Up here in the cold country we spend more money on heat than we do on gasoline. I have heated my 1500 sq foot shop for 42 years with wood, that’s a lot of wood handling. My interest in the sawdust stove is in the time between fills. My current three pass stove needs more wood every two hours. the sawdust stove has been running four hours now and is still going strong on the first fill, one 30 gal drum of sawdust. I will update this post when it goes out.
I’m going to call it a six hour burn, there is still some heat left in the stove but it is starting to cool down.
It was 27 degrees out side when I started the stove and six hours later it is 20 degrees and dark outside.
The fuel I used was four cubic feet of fine dry hardwood sawdust loose packed in the 30 gal. burn chamber.
Any bio fuel that is less than 20% moisture and can be packed should work well.

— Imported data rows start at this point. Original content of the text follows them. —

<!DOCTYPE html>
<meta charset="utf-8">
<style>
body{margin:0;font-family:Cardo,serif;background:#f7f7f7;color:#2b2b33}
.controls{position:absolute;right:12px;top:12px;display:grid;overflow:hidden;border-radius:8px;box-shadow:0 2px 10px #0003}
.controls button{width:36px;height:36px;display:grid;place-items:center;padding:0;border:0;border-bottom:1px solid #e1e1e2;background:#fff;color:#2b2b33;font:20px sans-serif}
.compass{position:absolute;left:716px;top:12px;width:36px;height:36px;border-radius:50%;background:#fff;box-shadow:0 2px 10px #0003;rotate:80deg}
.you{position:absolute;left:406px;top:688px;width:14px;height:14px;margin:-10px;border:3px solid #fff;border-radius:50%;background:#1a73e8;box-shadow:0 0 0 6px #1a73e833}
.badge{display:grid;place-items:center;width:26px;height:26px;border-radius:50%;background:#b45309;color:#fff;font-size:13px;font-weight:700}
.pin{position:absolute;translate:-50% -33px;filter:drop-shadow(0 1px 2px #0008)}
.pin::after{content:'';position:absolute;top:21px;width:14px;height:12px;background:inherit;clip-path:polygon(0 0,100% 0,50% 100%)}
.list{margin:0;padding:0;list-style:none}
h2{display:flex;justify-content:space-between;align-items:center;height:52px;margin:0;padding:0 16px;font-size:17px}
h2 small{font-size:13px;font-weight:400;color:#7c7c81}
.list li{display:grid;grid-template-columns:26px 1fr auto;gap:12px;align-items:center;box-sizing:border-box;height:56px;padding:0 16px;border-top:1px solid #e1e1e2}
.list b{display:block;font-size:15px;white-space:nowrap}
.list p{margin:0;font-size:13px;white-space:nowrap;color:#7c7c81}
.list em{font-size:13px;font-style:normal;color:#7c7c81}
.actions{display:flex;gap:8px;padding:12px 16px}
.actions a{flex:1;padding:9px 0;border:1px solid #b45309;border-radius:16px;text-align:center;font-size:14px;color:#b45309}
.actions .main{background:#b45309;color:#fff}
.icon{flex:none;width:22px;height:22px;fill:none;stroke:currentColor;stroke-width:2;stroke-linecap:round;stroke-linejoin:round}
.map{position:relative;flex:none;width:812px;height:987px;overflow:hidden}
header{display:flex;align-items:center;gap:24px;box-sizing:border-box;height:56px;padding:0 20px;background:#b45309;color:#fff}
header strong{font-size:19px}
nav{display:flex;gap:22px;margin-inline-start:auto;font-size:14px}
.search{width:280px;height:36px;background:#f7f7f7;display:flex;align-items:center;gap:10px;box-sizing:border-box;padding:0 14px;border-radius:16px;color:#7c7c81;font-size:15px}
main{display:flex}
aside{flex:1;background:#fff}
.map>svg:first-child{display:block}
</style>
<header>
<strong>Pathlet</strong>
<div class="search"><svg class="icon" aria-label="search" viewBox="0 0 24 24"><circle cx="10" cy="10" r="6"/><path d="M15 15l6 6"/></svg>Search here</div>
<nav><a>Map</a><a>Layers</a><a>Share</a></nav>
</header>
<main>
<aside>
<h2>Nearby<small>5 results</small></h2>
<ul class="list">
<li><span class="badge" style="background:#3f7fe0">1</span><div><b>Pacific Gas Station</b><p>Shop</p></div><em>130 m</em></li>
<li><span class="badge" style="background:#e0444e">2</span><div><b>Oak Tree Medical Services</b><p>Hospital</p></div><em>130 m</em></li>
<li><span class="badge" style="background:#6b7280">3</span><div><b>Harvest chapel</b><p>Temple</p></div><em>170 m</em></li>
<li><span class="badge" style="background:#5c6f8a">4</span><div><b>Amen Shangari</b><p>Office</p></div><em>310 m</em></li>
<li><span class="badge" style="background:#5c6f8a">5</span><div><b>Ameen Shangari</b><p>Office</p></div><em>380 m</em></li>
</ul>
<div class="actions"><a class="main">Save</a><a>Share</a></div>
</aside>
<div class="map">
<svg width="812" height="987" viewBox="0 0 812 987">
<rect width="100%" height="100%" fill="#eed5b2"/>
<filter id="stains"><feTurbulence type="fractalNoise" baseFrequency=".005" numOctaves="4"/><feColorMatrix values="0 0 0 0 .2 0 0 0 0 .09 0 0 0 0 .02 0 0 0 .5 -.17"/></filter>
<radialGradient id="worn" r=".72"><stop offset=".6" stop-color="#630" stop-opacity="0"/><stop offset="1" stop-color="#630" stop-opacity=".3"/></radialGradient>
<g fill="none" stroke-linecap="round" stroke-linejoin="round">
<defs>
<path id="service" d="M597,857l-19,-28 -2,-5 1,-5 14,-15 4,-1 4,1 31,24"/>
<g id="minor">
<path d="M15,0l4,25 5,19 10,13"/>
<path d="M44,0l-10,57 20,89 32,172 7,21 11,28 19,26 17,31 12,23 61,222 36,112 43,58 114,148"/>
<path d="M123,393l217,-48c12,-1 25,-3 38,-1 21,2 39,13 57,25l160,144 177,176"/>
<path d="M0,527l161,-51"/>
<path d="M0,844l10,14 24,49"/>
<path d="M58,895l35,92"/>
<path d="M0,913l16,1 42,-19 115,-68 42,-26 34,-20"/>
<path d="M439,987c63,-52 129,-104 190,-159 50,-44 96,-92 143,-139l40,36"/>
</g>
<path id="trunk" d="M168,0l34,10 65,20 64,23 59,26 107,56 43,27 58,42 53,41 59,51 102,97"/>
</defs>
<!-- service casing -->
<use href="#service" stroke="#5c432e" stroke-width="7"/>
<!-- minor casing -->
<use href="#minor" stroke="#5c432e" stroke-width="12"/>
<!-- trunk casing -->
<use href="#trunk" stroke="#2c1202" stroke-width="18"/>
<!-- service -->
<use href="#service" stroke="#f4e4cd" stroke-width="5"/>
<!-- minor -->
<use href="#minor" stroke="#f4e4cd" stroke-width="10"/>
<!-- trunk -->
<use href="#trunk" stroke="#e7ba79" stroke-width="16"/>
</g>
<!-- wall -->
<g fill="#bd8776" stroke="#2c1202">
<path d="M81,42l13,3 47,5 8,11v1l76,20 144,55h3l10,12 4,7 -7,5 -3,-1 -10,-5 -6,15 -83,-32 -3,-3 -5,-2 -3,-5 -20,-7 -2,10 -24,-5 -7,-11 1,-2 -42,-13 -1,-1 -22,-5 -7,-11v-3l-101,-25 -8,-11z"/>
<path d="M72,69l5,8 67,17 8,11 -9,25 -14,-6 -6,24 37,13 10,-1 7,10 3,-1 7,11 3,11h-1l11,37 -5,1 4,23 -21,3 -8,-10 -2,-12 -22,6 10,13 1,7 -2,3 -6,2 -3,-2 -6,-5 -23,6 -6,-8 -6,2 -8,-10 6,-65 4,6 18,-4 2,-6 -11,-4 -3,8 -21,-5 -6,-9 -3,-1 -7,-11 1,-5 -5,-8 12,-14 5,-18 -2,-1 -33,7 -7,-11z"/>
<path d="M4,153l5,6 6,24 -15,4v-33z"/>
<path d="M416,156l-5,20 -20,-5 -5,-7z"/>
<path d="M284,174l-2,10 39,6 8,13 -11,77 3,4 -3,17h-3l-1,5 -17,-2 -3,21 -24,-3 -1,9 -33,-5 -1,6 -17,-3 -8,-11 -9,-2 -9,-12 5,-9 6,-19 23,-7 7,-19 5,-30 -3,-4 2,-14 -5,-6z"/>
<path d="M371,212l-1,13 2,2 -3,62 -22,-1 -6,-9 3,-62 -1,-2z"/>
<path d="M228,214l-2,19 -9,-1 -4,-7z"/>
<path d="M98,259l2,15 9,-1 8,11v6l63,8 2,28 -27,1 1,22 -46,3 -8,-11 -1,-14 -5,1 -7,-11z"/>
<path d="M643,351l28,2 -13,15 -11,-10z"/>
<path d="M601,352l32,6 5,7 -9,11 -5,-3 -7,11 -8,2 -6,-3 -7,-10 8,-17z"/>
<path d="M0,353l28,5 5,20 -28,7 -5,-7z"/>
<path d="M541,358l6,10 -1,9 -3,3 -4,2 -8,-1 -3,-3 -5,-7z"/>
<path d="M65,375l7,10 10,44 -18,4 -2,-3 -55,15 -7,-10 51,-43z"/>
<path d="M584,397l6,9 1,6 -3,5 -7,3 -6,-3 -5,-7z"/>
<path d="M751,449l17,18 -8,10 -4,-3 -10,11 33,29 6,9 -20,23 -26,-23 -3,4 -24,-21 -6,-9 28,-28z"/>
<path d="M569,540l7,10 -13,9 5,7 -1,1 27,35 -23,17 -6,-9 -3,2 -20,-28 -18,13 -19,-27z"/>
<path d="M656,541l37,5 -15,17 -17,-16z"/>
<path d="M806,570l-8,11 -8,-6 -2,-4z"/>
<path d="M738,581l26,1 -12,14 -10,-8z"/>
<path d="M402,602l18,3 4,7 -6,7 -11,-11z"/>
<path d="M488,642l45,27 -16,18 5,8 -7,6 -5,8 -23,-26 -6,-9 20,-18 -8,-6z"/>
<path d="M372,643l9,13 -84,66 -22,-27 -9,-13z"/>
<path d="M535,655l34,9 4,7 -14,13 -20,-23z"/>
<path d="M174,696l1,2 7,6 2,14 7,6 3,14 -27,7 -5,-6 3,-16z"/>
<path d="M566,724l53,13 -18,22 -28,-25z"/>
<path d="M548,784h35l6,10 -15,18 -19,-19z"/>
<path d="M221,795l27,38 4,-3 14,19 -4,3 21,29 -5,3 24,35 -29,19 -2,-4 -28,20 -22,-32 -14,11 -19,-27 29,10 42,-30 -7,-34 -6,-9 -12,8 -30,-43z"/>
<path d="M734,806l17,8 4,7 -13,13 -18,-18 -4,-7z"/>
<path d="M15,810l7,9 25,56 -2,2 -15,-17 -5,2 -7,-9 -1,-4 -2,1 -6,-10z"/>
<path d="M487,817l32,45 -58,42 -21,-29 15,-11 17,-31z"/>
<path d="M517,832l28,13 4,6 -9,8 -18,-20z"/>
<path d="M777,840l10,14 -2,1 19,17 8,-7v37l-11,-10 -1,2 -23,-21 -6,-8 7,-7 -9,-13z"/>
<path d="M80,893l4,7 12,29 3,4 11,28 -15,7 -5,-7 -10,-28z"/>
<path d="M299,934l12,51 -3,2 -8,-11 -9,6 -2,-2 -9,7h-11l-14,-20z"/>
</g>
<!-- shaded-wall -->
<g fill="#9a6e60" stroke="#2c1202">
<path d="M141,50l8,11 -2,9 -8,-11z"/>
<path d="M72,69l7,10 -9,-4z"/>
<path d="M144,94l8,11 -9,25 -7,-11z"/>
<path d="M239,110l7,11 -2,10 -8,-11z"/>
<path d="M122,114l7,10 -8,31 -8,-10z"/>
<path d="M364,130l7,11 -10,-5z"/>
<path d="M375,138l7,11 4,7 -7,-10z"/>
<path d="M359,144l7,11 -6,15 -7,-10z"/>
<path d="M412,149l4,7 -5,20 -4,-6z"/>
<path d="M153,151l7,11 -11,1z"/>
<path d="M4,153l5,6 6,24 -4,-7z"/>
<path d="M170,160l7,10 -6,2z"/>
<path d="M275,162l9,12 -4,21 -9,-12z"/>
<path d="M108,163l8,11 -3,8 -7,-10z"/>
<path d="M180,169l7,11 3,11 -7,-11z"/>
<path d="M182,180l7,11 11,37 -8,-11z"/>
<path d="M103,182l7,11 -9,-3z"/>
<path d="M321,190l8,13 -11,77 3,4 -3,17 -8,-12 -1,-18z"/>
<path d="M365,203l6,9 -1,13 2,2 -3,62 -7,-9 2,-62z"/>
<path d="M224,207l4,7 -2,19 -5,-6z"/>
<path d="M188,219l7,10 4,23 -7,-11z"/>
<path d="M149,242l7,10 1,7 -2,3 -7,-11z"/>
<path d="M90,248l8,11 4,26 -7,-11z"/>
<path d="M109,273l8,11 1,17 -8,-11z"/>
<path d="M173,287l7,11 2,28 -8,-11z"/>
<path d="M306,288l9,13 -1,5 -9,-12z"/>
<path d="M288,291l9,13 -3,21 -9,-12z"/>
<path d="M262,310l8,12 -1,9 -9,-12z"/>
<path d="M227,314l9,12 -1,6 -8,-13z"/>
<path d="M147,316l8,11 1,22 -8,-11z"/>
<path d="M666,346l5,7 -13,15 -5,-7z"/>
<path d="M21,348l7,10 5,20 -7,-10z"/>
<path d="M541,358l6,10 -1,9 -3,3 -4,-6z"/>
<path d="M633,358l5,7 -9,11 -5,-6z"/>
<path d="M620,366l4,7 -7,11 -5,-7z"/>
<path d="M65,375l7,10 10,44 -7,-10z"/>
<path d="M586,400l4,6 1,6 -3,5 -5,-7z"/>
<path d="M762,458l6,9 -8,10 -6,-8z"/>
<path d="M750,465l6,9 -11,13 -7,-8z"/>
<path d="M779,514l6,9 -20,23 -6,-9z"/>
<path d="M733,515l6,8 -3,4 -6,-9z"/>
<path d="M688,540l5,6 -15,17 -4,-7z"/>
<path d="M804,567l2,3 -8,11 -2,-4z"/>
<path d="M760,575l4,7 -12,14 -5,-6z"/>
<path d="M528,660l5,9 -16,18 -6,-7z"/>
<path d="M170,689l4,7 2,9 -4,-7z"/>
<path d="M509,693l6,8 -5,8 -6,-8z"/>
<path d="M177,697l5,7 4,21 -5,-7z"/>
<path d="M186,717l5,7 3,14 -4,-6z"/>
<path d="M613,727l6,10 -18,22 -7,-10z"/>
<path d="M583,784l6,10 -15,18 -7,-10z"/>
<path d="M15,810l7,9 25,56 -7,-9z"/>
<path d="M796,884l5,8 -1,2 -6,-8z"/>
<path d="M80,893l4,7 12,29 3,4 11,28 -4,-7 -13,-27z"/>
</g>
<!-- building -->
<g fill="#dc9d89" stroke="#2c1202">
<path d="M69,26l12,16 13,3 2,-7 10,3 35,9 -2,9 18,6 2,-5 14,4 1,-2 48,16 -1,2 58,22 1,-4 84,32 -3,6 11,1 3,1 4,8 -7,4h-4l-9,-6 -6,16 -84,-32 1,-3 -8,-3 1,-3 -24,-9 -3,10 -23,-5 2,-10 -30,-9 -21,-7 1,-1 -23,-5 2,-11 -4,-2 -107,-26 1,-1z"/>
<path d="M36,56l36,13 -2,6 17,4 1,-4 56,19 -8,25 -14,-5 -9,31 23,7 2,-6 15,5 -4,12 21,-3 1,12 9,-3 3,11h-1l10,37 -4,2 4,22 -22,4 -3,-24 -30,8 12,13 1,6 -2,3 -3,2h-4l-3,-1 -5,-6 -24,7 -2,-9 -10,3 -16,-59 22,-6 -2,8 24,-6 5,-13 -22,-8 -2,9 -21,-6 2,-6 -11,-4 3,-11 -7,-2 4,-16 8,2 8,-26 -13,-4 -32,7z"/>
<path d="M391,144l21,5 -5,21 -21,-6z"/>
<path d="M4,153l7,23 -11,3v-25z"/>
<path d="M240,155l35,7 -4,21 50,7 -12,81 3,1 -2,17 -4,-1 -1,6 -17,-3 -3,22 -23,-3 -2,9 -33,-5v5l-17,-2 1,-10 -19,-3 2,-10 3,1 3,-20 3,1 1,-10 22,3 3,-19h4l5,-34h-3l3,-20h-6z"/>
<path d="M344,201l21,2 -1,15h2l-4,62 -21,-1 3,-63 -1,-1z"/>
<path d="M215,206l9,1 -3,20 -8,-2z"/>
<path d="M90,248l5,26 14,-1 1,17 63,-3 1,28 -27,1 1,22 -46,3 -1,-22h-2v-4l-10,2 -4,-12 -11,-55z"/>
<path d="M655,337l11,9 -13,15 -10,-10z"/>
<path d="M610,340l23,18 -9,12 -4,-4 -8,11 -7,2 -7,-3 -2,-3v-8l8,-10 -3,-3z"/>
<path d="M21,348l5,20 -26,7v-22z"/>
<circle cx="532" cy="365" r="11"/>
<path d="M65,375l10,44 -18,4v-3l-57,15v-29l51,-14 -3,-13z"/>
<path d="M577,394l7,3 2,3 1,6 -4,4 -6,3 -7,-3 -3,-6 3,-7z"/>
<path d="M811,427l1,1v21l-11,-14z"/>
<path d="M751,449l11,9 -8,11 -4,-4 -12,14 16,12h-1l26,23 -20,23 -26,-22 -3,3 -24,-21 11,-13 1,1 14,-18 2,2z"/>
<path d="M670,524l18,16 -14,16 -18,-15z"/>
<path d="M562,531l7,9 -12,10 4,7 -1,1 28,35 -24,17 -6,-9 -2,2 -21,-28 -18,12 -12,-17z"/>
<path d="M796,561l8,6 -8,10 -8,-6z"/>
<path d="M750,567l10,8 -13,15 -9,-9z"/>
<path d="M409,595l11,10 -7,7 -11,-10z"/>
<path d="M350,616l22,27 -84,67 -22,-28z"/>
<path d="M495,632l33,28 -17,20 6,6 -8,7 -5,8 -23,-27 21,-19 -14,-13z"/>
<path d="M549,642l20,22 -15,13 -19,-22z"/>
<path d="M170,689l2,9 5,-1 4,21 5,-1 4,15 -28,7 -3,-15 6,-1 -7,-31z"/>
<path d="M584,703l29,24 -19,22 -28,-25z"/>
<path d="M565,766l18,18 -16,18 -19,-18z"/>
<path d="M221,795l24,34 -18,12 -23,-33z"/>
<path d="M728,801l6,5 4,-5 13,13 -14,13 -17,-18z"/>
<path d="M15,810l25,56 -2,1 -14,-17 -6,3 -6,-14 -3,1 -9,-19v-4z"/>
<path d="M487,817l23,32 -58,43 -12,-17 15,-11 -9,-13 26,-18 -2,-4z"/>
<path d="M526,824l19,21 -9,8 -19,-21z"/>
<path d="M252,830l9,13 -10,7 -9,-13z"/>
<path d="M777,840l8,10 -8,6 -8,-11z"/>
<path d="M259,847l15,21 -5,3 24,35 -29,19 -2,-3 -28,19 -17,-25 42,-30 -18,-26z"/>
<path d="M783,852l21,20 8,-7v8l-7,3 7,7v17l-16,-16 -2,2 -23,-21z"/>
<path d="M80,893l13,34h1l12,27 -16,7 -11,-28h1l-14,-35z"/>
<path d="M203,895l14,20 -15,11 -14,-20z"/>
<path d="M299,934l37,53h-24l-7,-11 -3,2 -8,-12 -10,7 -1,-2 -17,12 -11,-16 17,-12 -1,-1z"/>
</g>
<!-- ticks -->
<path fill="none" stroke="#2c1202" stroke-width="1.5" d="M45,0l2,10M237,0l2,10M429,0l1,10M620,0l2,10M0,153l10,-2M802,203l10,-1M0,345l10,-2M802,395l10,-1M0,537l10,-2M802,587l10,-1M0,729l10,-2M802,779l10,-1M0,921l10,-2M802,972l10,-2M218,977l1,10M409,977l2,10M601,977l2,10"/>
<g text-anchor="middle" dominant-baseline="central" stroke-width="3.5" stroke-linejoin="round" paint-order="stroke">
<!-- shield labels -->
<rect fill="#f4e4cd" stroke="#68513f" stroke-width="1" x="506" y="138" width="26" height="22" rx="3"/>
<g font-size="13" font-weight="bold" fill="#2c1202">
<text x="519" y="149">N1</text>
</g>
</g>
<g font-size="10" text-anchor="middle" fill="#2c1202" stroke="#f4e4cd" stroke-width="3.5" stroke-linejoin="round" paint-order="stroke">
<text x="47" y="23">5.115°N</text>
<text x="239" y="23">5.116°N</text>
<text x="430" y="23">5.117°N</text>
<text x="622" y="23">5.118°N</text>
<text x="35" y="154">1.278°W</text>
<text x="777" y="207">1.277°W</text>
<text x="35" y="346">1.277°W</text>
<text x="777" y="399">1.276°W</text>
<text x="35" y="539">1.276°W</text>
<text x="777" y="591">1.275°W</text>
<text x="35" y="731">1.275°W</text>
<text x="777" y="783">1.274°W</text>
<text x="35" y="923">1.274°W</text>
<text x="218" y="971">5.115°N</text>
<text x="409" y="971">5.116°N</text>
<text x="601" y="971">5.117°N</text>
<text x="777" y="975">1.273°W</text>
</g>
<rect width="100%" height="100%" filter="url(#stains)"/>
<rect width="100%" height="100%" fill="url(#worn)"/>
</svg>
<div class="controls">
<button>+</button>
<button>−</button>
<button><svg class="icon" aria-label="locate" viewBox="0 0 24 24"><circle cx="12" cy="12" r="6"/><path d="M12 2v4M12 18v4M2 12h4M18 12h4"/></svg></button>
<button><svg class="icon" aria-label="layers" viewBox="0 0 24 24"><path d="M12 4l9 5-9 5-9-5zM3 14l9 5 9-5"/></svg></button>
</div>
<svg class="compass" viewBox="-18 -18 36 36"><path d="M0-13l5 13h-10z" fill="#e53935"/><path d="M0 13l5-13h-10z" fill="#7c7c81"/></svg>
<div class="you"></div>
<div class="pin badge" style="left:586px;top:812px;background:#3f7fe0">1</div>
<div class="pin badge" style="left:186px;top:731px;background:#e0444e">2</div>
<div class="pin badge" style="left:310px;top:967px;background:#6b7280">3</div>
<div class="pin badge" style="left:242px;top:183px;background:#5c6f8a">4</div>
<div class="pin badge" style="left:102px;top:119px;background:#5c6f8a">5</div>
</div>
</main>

Did you use the same design as the plans you provided a link for? They have the exhaust coming out the side of the drums. I have not read through the plans yet, just noticed the difference. Seem like a good way to get rid of some waste sawdust, are you using sawdust from a planer or like from a bandsaw mill?
Richard I used sawdust from a 12 inch circle saw. I used the plans from the link but I moved the smoke stack to the top and and used the hole from the side stack to add air to get a top burn to clean the flu gas.
“secondary burn” This also allows me to control the stack temp. I plan on using a, forced air, heat saver on the stack.